Could you output each line below precisely as it stands, without the images?
Data extract Block Start
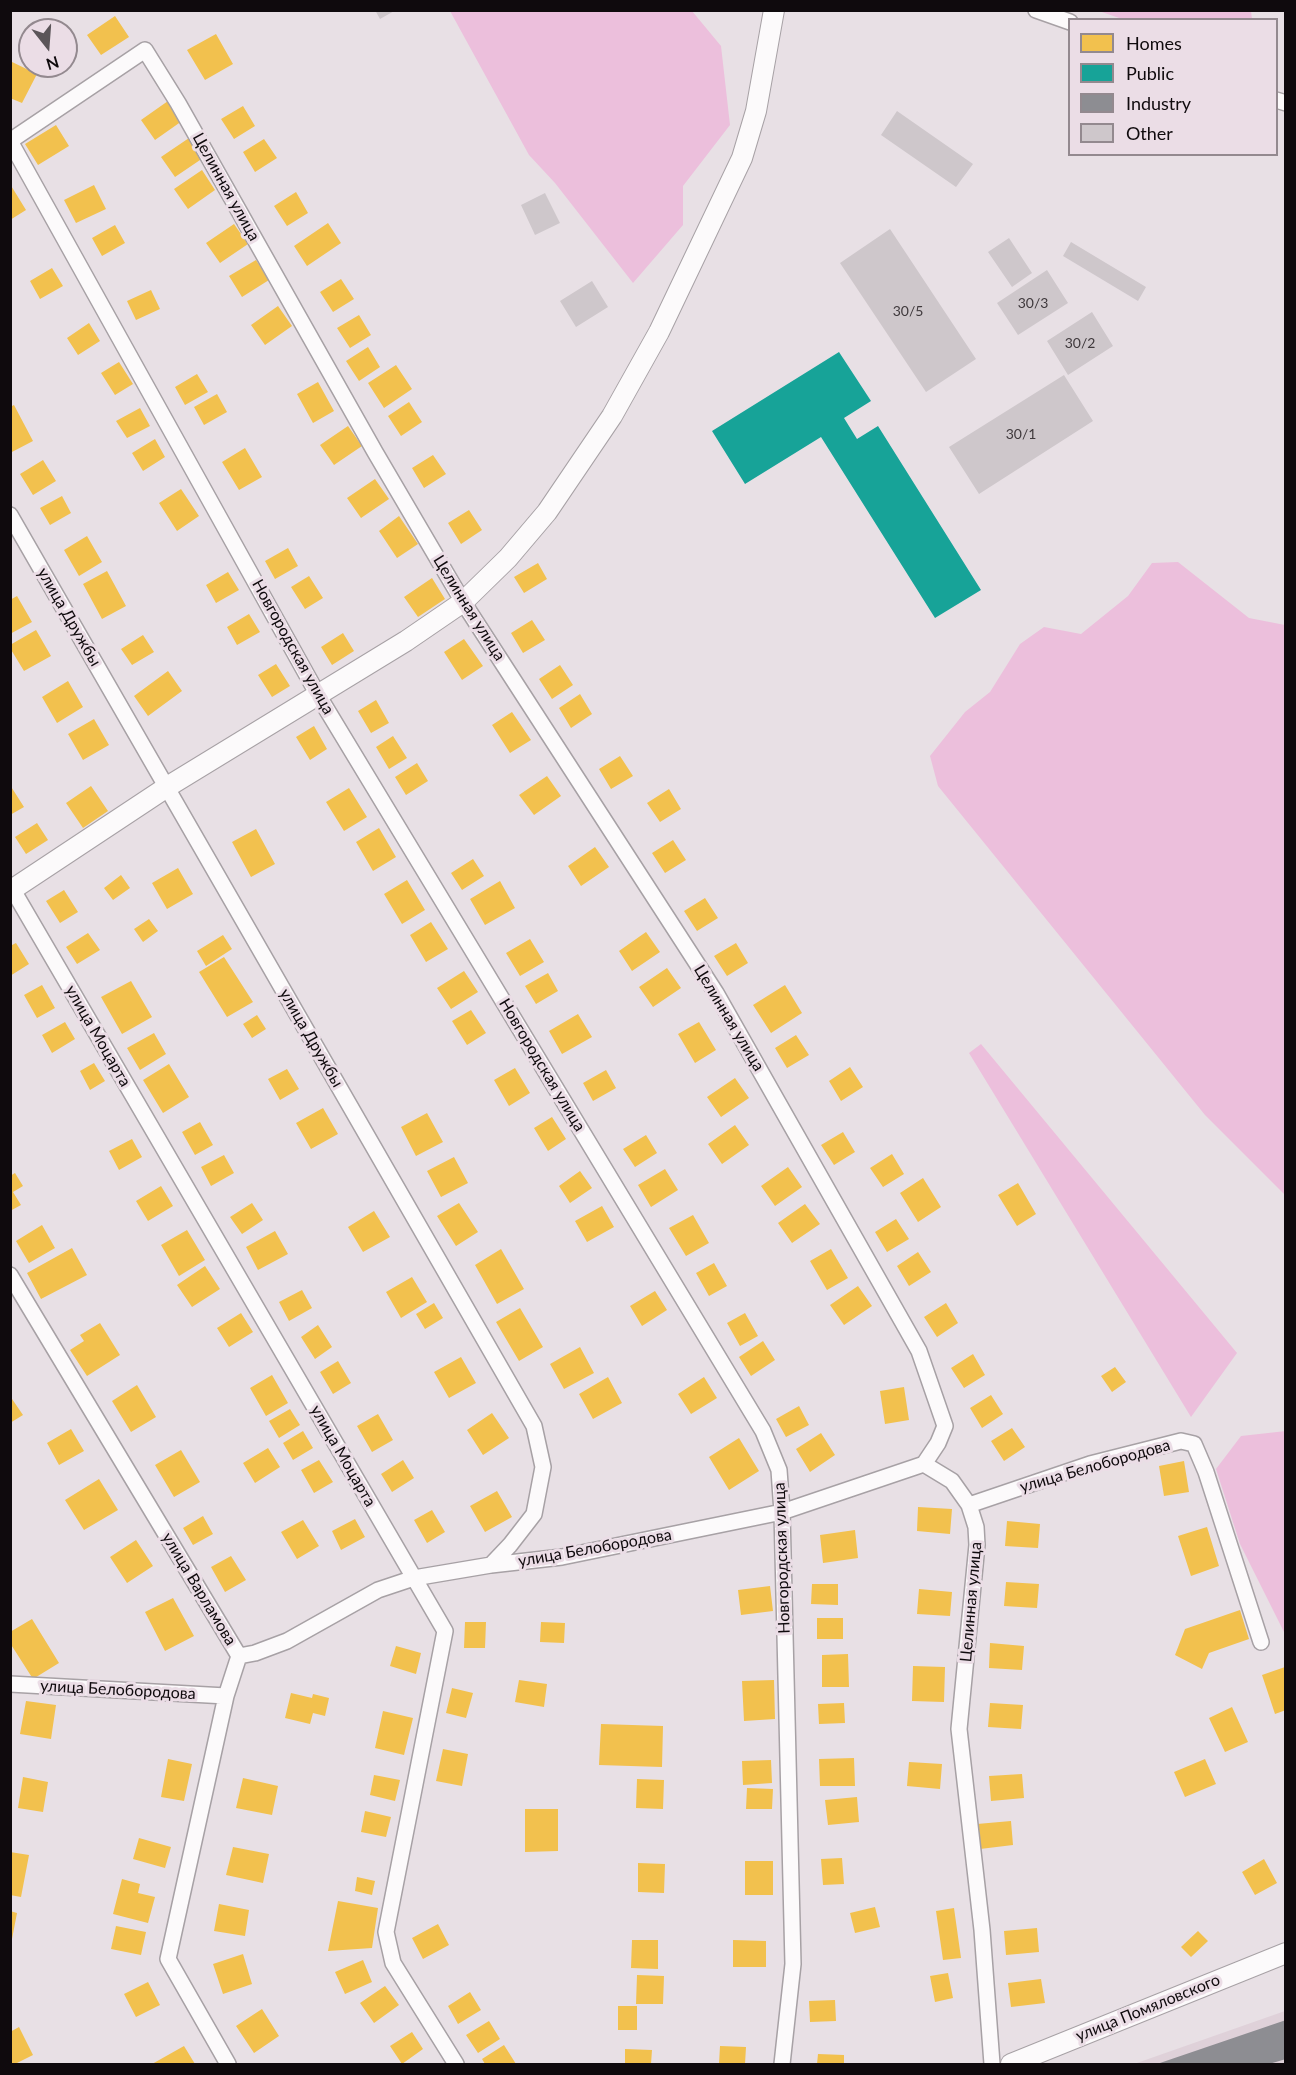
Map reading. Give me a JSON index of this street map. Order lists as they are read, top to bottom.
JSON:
{
  "streets": {
    "street": [
      "Целинная улица",
      "улица Дружбы",
      "Новгородская улица",
      "улица Моцарта",
      "улица Белобородова",
      "улица Варламова",
      "улица Помяловского"
    ]
  },
  "crossings": [
    ["Целинная улица", "Новгородская улица"],
    ["Целинная улица", "улица Белобородова"],
    ["улица Дружбы", "улица Белобородова"],
    ["Новгородская улица", "улица Белобородова"],
    ["улица Моцарта", "улица Белобородова"],
    ["улица Белобородова", "улица Варламова"]
  ],
  "house_numbers": [
    "30/3",
    "30/5",
    "30/2",
    "30/1"
  ],
  "legend": [
    "Homes",
    "Public",
    "Industry",
    "Other"
  ],
  "north": "bottom"
}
Data extract Block End
Task solution
Map reading. Give me a JSON index of this street map. Order lists as they are read, top to bottom.
JSON:
{
  "streets": {
    "street": [
      "Целинная улица",
      "улица Дружбы",
      "Новгородская улица",
      "улица Моцарта",
      "улица Белобородова",
      "улица Варламова",
      "улица Помяловского"
    ]
  },
  "crossings": [
    ["Целинная улица", "Новгородская улица"],
    ["Целинная улица", "улица Белобородова"],
    ["улица Дружбы", "улица Белобородова"],
    ["Новгородская улица", "улица Белобородова"],
    ["улица Моцарта", "улица Белобородова"],
    ["улица Белобородова", "улица Варламова"]
  ],
  "house_numbers": [
    "30/3",
    "30/5",
    "30/2",
    "30/1"
  ],
  "legend": [
    "Homes",
    "Public",
    "Industry",
    "Other"
  ],
  "north": "bottom"
}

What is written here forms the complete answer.